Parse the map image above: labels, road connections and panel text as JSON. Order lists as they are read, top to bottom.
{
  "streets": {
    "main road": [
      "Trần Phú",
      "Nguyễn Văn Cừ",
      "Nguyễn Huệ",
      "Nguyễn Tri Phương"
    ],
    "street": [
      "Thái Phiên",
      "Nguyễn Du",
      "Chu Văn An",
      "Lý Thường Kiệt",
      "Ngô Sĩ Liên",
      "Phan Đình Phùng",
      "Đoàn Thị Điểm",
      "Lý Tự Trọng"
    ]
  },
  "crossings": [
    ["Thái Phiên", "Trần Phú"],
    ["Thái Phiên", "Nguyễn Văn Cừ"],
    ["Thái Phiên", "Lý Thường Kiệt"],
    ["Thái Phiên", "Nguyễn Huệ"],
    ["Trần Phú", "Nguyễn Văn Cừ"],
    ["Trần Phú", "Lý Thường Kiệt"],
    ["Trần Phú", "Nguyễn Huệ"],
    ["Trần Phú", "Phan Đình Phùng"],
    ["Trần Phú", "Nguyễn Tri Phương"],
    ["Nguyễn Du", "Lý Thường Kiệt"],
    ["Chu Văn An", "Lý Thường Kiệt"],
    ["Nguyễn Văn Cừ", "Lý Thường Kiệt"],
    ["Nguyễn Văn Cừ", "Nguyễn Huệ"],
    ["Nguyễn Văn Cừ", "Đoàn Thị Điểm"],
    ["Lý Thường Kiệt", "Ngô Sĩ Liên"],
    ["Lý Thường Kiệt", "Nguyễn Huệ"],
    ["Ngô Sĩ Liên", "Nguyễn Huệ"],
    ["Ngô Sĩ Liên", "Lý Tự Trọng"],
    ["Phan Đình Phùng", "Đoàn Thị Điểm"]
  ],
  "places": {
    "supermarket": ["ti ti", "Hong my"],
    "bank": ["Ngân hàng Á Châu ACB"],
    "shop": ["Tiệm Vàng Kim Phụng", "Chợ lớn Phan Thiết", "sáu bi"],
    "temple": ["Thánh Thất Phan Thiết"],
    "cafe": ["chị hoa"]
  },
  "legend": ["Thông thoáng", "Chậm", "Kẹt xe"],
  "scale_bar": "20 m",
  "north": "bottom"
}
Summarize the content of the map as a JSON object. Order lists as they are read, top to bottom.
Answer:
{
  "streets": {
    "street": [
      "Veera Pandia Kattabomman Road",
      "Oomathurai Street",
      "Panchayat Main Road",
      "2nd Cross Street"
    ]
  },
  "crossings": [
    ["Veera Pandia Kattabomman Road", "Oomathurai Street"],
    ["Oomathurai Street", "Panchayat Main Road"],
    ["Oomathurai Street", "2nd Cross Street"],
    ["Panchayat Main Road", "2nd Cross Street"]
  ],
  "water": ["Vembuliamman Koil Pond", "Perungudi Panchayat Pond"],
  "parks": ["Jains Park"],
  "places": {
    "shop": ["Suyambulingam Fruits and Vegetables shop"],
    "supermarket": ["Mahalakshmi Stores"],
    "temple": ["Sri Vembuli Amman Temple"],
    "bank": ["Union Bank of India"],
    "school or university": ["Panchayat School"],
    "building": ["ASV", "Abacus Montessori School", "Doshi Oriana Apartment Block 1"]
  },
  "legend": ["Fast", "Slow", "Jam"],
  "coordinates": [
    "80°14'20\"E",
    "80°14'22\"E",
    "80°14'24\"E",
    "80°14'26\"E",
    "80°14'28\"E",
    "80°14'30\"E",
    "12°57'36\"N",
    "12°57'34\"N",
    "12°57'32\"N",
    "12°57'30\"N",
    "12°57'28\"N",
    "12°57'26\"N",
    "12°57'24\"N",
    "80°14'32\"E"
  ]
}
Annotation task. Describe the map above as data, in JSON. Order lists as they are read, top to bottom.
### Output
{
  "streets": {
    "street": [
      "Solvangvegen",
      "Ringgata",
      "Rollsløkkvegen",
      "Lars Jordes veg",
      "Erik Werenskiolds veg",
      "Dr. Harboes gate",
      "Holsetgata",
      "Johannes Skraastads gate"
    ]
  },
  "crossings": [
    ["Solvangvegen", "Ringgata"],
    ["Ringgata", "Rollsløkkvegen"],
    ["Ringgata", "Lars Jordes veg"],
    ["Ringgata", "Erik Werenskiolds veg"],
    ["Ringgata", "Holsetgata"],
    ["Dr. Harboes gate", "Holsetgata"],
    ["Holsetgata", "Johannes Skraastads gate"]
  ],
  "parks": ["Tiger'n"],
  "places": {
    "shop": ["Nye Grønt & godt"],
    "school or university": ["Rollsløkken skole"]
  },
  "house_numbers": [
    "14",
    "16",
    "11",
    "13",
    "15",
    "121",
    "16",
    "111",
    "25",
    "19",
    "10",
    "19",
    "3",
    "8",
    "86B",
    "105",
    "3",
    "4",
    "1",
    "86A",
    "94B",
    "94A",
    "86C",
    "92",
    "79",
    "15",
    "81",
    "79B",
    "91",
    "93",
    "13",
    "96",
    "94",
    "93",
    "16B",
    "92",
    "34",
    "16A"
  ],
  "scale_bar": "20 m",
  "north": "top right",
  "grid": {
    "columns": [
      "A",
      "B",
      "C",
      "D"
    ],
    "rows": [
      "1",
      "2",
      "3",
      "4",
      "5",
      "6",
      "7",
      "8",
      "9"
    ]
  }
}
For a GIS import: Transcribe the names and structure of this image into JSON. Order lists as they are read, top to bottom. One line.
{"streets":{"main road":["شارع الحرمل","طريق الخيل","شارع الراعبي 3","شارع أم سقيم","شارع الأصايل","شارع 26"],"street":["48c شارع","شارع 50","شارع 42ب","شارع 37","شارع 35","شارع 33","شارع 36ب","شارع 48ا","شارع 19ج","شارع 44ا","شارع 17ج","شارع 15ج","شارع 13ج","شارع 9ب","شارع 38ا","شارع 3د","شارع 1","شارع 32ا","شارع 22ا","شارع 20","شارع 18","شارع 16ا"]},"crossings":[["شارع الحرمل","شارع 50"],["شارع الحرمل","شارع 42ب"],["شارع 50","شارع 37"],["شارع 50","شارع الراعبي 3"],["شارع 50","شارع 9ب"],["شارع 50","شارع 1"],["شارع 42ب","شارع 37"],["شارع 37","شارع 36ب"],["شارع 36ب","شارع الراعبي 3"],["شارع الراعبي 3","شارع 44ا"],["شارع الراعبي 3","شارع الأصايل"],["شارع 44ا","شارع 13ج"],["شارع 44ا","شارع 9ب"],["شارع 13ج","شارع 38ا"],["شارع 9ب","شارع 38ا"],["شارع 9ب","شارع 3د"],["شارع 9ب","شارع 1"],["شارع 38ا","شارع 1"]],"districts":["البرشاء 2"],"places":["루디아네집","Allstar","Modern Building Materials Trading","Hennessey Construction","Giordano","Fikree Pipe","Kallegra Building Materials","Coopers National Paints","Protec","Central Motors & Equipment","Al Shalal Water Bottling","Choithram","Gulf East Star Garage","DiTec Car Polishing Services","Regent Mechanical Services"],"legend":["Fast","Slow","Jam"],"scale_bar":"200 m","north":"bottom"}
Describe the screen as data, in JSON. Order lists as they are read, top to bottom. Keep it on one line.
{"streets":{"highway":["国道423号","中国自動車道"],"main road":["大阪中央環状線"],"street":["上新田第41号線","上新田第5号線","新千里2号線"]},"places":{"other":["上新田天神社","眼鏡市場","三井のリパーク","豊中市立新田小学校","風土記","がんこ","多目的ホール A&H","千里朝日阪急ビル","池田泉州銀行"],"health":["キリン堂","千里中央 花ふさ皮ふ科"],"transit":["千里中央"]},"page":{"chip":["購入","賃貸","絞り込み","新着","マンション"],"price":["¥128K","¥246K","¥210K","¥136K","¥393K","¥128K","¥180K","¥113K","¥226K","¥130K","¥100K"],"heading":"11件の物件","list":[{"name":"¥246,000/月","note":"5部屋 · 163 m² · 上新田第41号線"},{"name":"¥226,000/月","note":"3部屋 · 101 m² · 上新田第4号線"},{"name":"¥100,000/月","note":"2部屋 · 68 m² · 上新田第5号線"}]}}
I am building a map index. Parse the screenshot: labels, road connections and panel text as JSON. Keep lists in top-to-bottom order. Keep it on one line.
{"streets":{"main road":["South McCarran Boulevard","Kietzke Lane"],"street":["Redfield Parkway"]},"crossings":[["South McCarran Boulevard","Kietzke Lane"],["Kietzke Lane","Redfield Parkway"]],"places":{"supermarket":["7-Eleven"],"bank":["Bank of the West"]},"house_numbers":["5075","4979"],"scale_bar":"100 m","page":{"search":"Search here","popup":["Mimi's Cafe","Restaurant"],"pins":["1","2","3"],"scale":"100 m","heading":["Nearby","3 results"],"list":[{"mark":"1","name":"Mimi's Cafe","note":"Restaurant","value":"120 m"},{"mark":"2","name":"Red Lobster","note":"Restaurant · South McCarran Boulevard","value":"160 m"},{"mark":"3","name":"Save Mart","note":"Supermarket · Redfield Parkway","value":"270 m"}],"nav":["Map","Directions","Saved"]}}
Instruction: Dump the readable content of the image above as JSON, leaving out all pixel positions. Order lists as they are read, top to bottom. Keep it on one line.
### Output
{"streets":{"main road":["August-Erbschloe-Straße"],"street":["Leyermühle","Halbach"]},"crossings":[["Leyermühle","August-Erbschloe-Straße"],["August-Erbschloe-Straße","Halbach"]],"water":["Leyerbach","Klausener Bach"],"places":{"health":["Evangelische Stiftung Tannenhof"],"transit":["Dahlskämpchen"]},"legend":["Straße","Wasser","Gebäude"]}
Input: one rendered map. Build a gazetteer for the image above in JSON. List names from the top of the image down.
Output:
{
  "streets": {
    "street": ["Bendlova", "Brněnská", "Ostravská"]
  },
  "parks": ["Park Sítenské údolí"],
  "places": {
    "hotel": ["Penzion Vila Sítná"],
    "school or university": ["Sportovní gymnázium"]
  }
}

---

## Task:
Look through the material above and pick out each line holding the word "Veera".

## Result for this exercise:
      "Veera Pandia Kattabomman Road",
    ["Veera Pandia Kattabomman Road", "Oomathurai Street"],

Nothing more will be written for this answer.